What is a Web Database?
A web database is an organized listing of web pages. It's like the card catalog that you might find in the library. The database holds a "surrogate" (or selected pieces like the title, the headings, etc.) for each web page. The creation of these surrogates is called "indexing", and each web database does it in a different way. Web databases hold surrogates for anywhere from 1 to 30 million web pages. The program also has a search interface, which is the box you type words into (like in Alta Vista or Lycos) or the lists of directories you pick from (like in Yahoo). Thus, each web database has a different indexing method and a different search interface.
Data Organization
Web databases enable collected data to be organized and cataloged thoroughly within hundreds of parameters. The Web database does not require advanced computer skills, and many database software programs provide an easy "click-and-create" style with no complicated coding.
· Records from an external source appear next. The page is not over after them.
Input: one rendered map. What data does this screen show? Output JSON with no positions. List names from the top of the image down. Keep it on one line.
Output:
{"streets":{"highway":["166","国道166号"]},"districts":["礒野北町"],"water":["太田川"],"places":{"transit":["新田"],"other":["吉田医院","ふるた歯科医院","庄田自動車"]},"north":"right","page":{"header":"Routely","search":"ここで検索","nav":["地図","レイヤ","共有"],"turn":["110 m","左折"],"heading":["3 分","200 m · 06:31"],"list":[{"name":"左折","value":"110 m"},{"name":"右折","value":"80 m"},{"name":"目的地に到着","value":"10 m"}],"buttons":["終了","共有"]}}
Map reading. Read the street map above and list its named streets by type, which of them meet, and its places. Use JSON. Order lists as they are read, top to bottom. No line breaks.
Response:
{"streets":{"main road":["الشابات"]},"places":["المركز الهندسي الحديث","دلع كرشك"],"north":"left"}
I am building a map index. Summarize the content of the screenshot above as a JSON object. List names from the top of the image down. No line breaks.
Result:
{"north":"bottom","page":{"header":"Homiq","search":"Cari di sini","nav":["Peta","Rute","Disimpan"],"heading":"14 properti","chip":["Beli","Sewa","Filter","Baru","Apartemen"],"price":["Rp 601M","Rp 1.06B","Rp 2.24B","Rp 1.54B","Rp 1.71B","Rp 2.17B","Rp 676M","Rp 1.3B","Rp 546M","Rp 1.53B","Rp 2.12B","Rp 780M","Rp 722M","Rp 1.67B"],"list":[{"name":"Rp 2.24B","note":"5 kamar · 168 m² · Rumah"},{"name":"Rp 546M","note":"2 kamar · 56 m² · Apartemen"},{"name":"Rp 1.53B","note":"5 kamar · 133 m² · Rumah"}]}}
Fill in the fields and save each record. Organize the data however you choose, such as chronologically, alphabetically or by a specific set of parameters.
Web Database Software
Web database software programs are found within desktop publishing programs, such as Microsoft Office Access and OpenOffice Base. Other programs include the Webex WebOffice database and FormLogix Web database. The most advanced software applications can set up data collection forms, polls, feedback forms and present data analysis in real time.
Applicable Uses
Businesses both large and small can use Web databases to create website polls, feedback forms, client or customer and inventory lists. Personal Web database use can range from storing personal email accounts to a home inventory to personal website analytics. The Web database is entirely customizable to an individual's or business's needs.
Methods of Indexing
There are three methods of indexing used in web database creation - full-text, keyword, and human.
Full-Text Indexing
As its name implies, full-text indexing is where every word on the page is put into a database for searching. Alta Vista and Open Text are examples of full-text databases. Full-text indexing will help you find every examples of a reference to a specific name or terminology. However, a general topic search will not be very useful in these database, and you will have to dig through a lot of "false drops" (or returned pages that have nothing to do with your search).
Keyword Indexing
In keyword indexing, only the "important" words and phrases are put into the database. Lycos and Excite are keyword indexed. This allows a searcher to search on more general subjects and have more accurate results. However, if a name is only mentioned once or twice on a page, it won't be included in the database.
Human Indexing
Yahoo and some of Magellan are two of the few examples of human indexing. In the above two indexing, all of the work was done by a computer program called a "spider" or a "robot". In human indexing, a person examines the page and determines a very few key phrases that describe it. This allows for the user to find a good start of works on a topic - assuming that the topic was picked by the human as something that describes the page. This is how the directory-based web databases are developed.
Spiders, Robots, or People
How do the web databases select which pages are indexed? As there is no centralized Internet computer, there's no one place where these services can learn about new pages. Thus, many services use automated programs called "spiders" or "robots" that travel from site to site, looking for new WWW pages. Some spiders only go to the "What's New" or the "What's Hot" pages and use those for indexing the "popular" sites. Others methodically examine every link leading from a page, and every link leading from that page, and so on... In some cases, people examine the pages brought back from these programs, and don't index the pages that don't meet certain criteria. So, these tools create three classes of web databases - those that look at all WWW pages, those that examine popular WWW pages, and those that examine quality web pages.